Would you give the records below again, exactly and completely?

** Opening Records provided block **

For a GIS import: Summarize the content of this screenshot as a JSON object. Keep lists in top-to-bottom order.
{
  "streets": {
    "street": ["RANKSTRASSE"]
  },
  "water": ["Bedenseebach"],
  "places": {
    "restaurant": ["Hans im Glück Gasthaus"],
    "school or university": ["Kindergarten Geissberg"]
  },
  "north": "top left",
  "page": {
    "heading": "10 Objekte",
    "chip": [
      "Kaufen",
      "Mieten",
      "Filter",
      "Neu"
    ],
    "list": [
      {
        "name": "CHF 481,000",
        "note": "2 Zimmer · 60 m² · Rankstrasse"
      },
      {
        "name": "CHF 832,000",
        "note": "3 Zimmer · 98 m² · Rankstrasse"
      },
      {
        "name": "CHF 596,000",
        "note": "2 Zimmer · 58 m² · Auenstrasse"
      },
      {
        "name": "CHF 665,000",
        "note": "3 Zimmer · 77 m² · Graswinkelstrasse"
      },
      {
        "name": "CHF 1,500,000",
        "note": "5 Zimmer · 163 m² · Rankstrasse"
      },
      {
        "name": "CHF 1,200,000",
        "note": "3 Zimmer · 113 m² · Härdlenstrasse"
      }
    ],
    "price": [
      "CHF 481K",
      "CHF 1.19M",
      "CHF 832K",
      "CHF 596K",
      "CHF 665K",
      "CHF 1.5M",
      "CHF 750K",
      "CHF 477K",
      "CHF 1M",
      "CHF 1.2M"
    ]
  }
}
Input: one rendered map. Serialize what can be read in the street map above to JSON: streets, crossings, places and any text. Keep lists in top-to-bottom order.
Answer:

** Closing Records provided block **

● Output of the exercise:
For a GIS import: Summarize the content of this screenshot as a JSON object. Keep lists in top-to-bottom order.
{
  "streets": {
    "street": ["RANKSTRASSE"]
  },
  "water": ["Bedenseebach"],
  "places": {
    "restaurant": ["Hans im Glück Gasthaus"],
    "school or university": ["Kindergarten Geissberg"]
  },
  "north": "top left",
  "page": {
    "heading": "10 Objekte",
    "chip": [
      "Kaufen",
      "Mieten",
      "Filter",
      "Neu"
    ],
    "list": [
      {
        "name": "CHF 481,000",
        "note": "2 Zimmer · 60 m² · Rankstrasse"
      },
      {
        "name": "CHF 832,000",
        "note": "3 Zimmer · 98 m² · Rankstrasse"
      },
      {
        "name": "CHF 596,000",
        "note": "2 Zimmer · 58 m² · Auenstrasse"
      },
      {
        "name": "CHF 665,000",
        "note": "3 Zimmer · 77 m² · Graswinkelstrasse"
      },
      {
        "name": "CHF 1,500,000",
        "note": "5 Zimmer · 163 m² · Rankstrasse"
      },
      {
        "name": "CHF 1,200,000",
        "note": "3 Zimmer · 113 m² · Härdlenstrasse"
      }
    ],
    "price": [
      "CHF 481K",
      "CHF 1.19M",
      "CHF 832K",
      "CHF 596K",
      "CHF 665K",
      "CHF 1.5M",
      "CHF 750K",
      "CHF 477K",
      "CHF 1M",
      "CHF 1.2M"
    ]
  }
}
Input: one rendered map. Serialize what can be read in the street map above to JSON: streets, crossings, places and any text. Keep lists in top-to-bottom order.
Answer:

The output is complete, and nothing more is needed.